Beginning sometime in that impossibly long-ago year of 1972, Popular Library published the first volume in its paperback
Frankenstein Horror Series, with the somewhat non-Frankensteinian title
The Curse of Quintana Roo. Eight more slim volumes followed, featuring more primary-color artwork and scenes of vintage comic-book horror than you can shake a pitchfork at. This series predates the
Dracula Horror Series, but where that series had one author -
Mr. Robert Lory - the Frankenstein series has multiple, mostly nobodies, except one large somebody, HPL's ol' buddy
Frank Belknap Long. All cover art is by comix artist
Gray Morrow, except for one by the esteemed
Jeffrey Catherine Jones - betcha can't guess which.

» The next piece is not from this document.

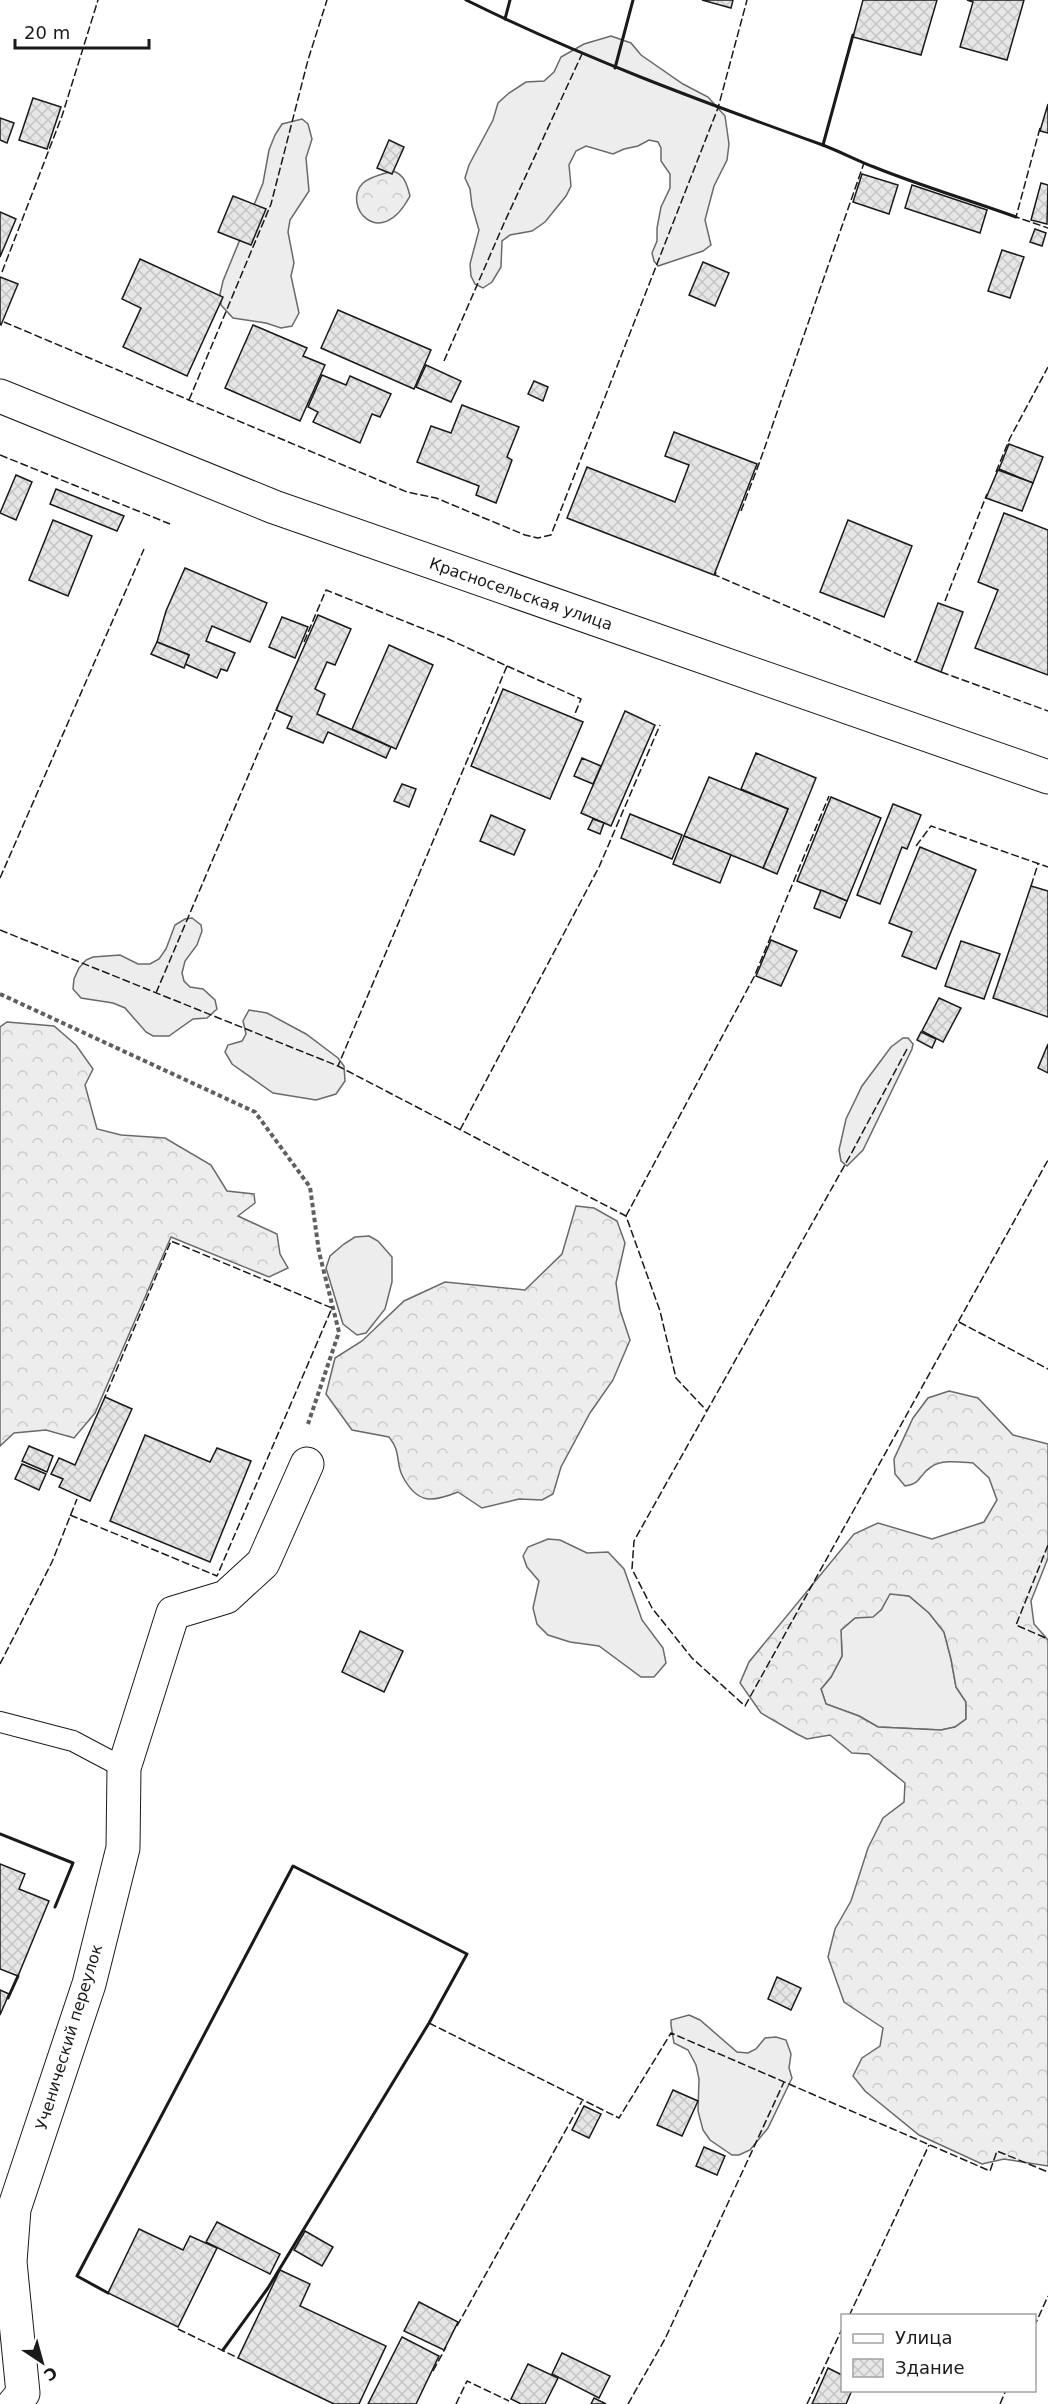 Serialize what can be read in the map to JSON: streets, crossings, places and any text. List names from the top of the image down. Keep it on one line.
{"streets":{"street":["Красносельская улица","Ученический переулок"]},"legend":["Улица","Здание"],"scale_bar":"20 m","north":"bottom right"} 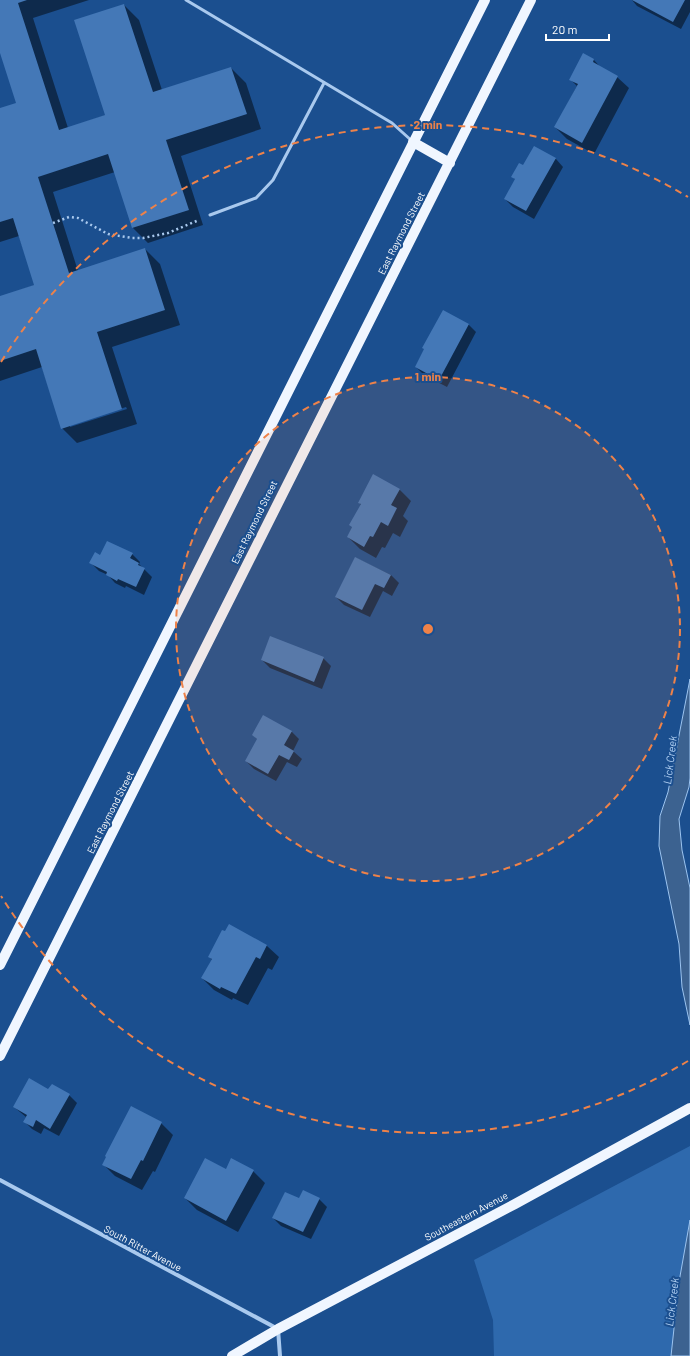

What's that late '80s Iggy song? "I ain't gonna be no
squarehead!" Uh, too late lady, sorry.
Look out Jackie O! Some things might be worse than Texas.
Dare we think this night belongs to the Hounds of Tindalos?
Zombie ladies in diaphanous gowns? More please.
Ha ha ha, I love how the late '60s spy couple has been added in as an afterthought.
Get away from her Marty Feldman!
Haunting horror imagery, just spectacular. No snark here!
Is he pulling her head off or putting it back on?
You can buy these paperbacks separately at
around $5 to $15 on eBay, Amazon, and everywhere in between. I haven't read the series actually, it's more of a
Groovy Age of Horror
kinda thing than what I'm personally into, but that's just, if this
blog is any indication, me.
4 comments:
I've only seen three of these beofre and I own the Belknap Long book though I've yet to read it.
Jeff Jones must be the artist for DRAGON'S TEETH. On most of Moore's you can see his signature. Jones' has that distinctive box-like symbol.
BTW, Otto O. Binder should not be clumped with all those other "nobody" writers. He was quite a name in the pulp magazines of the 40s and 50s under his psedonym "Eando Binder". The E of that obviously phoney first name stands for Earl, his brother with whom he collborated. Binder also wrote many fo the scripts for the Captain Marvel comic books.
GHOUL LOVER is a pretty great, atmospheric novel. I read it a few years ago. Nothing mind-blowing but an excellent read if you crave stuff like '70s grindhouse and Euro horror films.
Paul Fairman has written quite a few novels. The Frankenstein Wheel is quite good, a period horror novel with the monster.
They've gone up in price since this was written.